– А вы – при всех, – и отчуждался все более. – Какие могут быть секреты?
Юноша решился:
– Только что звонили из «Правды», говорят, Хрущев снят. Позвоните, узнайте…
Настала тишина. Полнейшая. А по коридору – мимо, мимо – бегают люди с бумажками, огибают круглый стол изящными телодвижениями, многие в этом узком коридоре оббили об него бока.
– Куда я буду звонить? – обрел Падалка дар речи. И – накаляясь: – О чем это я буду спрашивать?
И правда, куда звонить, что спросить? Поставим себя на его место.
Но тут меня позвали в аппаратную. Примерно полчаса длилась запись, а когда я вышел из-за этих мощных дверей, сквозь которые ни один посторонний звук не проникает, вышел в другой мир, где все всё уже знали. И несколько человек, сойдясь, возбужденно говорили в сплошном сигаретном дыму. Я понимал, о чем они говорят, подошел.
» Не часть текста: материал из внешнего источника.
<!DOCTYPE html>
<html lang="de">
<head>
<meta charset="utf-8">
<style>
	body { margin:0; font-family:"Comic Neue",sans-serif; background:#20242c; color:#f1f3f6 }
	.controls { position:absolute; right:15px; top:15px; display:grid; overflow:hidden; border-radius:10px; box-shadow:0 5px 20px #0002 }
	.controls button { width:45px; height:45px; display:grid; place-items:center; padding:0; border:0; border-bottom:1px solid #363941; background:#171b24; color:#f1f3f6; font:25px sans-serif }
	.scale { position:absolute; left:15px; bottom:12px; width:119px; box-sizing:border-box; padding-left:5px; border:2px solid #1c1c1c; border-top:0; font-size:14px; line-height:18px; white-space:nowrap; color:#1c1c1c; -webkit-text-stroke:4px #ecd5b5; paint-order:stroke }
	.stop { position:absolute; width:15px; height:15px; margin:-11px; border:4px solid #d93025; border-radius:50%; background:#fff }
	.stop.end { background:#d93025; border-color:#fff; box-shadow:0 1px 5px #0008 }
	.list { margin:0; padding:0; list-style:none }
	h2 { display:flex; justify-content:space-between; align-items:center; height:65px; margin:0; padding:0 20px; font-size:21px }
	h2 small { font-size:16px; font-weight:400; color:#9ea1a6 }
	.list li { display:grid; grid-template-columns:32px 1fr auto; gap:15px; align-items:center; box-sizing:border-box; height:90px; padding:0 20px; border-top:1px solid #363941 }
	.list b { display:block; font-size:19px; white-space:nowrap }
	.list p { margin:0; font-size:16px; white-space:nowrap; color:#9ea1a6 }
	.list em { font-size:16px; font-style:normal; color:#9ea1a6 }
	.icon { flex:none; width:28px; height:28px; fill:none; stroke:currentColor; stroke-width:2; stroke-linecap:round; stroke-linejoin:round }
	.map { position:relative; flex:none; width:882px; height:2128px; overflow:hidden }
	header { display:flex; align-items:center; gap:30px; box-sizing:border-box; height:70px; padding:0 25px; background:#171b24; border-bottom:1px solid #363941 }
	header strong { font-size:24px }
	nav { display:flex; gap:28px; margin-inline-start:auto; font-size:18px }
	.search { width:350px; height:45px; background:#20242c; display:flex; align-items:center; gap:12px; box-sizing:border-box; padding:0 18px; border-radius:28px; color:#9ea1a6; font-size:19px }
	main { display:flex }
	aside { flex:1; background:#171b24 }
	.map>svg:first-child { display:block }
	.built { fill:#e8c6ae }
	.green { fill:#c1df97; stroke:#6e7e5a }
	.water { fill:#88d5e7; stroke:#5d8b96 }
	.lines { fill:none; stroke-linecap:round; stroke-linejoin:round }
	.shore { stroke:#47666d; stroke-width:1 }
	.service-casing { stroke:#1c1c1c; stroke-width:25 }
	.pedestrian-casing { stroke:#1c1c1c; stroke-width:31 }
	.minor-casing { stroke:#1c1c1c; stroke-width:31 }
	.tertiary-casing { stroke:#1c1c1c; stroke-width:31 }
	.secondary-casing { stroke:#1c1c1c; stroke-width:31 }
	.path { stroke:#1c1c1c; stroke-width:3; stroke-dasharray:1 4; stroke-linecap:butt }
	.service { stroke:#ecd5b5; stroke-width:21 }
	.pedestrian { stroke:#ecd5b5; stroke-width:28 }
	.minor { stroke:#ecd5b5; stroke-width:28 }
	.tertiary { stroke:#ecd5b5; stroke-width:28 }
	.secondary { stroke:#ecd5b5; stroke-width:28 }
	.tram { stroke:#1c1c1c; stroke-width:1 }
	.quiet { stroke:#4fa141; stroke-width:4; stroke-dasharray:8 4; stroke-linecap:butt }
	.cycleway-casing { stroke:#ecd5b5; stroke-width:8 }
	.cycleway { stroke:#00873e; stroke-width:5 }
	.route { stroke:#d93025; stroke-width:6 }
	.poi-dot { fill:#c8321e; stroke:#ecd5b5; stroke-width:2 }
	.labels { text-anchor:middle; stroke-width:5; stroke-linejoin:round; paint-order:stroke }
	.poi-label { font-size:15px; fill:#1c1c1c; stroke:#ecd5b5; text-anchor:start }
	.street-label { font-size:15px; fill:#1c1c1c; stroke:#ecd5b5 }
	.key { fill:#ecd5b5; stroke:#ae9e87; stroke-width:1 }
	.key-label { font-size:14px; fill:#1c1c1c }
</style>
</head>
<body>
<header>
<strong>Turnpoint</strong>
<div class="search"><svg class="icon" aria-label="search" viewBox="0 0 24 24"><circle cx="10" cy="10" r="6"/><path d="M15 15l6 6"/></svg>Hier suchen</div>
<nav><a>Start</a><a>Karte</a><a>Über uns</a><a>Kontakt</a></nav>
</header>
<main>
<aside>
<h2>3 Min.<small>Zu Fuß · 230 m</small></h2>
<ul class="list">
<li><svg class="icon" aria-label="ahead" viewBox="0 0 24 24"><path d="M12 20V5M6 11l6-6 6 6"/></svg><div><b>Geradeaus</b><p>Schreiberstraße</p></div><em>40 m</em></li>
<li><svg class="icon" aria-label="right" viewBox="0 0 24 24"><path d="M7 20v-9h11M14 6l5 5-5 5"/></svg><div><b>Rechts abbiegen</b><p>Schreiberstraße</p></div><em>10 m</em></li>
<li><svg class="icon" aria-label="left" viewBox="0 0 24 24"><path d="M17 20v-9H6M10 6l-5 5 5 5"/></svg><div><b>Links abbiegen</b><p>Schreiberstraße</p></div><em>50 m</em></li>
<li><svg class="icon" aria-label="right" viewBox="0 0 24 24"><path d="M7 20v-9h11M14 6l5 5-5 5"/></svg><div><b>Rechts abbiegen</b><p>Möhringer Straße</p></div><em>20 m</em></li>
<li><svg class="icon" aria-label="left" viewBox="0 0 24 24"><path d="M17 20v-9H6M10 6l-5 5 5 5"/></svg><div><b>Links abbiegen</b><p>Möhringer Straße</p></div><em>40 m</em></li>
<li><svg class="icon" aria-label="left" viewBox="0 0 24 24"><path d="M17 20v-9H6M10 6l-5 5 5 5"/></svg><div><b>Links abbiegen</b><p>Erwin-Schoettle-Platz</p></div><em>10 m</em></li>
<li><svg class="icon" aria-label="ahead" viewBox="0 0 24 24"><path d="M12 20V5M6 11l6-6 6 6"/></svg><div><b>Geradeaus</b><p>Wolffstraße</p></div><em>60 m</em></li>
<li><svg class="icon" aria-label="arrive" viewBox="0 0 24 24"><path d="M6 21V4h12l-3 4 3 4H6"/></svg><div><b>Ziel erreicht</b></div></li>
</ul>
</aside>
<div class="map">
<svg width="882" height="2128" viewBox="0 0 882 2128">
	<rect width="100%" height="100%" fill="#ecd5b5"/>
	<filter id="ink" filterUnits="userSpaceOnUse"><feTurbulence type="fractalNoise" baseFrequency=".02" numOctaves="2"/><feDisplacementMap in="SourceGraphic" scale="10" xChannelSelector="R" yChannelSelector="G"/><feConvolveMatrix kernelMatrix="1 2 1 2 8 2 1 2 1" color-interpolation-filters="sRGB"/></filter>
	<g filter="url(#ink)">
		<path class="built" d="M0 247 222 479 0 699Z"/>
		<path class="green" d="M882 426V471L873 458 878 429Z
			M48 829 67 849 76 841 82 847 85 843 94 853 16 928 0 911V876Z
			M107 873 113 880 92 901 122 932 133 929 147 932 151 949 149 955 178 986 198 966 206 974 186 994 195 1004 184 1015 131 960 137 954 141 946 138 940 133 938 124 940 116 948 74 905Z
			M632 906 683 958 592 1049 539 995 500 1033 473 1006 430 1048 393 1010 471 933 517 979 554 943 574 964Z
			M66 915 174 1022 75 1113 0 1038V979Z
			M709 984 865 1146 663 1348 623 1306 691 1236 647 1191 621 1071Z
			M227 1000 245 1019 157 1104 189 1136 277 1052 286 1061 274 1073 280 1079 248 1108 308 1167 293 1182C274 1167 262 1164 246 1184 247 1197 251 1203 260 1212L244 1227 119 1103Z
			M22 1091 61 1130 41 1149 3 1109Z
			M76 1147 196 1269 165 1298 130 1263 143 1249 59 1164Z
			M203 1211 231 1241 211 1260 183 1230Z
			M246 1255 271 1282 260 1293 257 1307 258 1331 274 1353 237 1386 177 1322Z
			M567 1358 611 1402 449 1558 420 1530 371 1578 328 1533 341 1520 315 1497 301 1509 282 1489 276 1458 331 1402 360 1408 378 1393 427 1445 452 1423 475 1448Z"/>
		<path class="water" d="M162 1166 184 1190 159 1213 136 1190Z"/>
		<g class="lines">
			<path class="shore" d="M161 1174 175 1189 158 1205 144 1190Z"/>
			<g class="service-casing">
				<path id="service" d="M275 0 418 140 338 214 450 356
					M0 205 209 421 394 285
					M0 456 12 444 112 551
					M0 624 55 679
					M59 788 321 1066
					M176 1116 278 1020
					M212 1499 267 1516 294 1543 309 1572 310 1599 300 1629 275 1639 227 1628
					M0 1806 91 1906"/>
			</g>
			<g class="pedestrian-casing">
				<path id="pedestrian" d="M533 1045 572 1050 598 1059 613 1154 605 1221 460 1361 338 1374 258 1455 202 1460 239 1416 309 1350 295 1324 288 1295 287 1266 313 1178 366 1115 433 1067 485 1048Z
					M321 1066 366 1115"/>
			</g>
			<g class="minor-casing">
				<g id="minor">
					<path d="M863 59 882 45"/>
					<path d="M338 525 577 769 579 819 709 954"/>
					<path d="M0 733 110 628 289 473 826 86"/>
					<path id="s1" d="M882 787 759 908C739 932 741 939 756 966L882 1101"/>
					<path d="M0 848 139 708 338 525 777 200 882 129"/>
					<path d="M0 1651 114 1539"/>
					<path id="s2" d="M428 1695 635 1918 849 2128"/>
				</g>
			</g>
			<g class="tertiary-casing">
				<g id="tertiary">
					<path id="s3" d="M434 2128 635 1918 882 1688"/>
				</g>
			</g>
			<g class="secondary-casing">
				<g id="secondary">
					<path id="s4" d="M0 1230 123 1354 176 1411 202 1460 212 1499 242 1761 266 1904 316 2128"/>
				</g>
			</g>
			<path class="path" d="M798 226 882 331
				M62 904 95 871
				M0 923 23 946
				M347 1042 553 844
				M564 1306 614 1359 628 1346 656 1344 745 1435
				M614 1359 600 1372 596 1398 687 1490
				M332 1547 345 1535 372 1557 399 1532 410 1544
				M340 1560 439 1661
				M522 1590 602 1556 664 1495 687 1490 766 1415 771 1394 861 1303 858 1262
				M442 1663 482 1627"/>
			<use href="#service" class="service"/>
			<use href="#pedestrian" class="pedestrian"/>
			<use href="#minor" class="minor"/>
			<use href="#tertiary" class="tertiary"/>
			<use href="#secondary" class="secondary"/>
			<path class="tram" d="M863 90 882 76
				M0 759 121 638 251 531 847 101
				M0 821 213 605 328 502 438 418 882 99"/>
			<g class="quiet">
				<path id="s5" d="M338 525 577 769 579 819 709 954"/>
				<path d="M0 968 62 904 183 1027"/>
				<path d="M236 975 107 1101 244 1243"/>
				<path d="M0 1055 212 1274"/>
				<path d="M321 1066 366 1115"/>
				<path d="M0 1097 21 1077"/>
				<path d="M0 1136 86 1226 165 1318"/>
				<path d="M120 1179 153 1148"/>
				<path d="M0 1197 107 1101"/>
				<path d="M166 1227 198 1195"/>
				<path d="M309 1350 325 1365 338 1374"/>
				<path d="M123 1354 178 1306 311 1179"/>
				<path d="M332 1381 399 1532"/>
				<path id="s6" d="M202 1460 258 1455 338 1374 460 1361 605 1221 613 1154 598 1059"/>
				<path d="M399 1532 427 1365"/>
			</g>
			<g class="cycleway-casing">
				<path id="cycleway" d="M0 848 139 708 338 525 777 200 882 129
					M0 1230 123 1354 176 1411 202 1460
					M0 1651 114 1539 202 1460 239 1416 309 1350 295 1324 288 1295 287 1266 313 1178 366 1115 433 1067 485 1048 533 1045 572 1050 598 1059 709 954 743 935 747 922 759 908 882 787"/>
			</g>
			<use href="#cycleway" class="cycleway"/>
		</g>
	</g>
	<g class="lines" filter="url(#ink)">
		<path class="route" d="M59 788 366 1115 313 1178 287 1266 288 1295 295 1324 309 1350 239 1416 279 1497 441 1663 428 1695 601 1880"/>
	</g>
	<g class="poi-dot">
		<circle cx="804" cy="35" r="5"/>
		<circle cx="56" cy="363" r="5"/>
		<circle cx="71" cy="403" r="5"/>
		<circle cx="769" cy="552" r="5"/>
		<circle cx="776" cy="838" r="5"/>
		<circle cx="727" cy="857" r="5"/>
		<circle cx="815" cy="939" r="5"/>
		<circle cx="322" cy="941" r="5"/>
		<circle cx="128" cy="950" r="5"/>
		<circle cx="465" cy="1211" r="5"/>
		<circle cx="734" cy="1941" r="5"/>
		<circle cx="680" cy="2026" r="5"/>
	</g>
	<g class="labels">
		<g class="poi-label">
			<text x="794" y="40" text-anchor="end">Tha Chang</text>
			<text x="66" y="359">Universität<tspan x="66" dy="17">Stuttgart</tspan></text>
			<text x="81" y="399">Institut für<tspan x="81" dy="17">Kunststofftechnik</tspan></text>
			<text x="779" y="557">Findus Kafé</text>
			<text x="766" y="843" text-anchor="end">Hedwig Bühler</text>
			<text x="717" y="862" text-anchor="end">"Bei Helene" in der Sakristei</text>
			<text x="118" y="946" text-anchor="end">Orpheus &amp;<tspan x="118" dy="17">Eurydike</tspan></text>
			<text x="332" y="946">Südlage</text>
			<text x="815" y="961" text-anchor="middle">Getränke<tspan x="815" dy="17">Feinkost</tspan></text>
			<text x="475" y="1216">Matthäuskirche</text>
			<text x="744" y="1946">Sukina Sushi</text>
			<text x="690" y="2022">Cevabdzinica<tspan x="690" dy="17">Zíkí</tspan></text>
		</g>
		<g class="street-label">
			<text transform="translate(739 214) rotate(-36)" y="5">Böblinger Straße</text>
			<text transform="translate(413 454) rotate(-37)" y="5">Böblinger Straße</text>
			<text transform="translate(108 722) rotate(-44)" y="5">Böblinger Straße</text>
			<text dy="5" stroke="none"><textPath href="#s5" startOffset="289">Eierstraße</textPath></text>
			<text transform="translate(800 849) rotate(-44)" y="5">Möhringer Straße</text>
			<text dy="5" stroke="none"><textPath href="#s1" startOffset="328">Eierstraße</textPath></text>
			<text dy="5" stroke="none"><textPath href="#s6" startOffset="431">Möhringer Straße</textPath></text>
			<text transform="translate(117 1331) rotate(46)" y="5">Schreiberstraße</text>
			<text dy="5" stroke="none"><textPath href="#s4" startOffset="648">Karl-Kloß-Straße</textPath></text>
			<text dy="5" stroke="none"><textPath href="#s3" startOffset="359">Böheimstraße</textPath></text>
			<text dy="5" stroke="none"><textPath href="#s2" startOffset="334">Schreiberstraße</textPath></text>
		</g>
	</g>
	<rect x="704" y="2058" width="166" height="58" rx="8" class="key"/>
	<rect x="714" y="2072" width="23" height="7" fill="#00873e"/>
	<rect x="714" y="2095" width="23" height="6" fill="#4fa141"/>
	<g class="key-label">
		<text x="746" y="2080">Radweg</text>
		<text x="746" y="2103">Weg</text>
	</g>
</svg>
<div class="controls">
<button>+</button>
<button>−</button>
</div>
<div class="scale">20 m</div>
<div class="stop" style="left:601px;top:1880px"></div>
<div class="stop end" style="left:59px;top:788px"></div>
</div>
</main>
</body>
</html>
Они взволнованно говорили о том, что, по слухам, Барабаш, заместитель редактора «Литературной газеты», перемещается выше, в отдел культуры ЦК. Всего-то полчаса прошло, а уже пережито главное событие, и умы занимает Барабаш… Мне даже жаль стало Никиту Сергеевича, мог ли он себе такое представить?
Вышел я на улицу – все как всегда. И лица у людей обычные, никакой тревоги не ощущается. Может, не знают еще? И повлекли меня мои ноги туда, где лежала моя книга: новые времена настают, прежние обязательства не в счет. Если при Хрущеве она так трудно проходила, на что же теперь надеяться?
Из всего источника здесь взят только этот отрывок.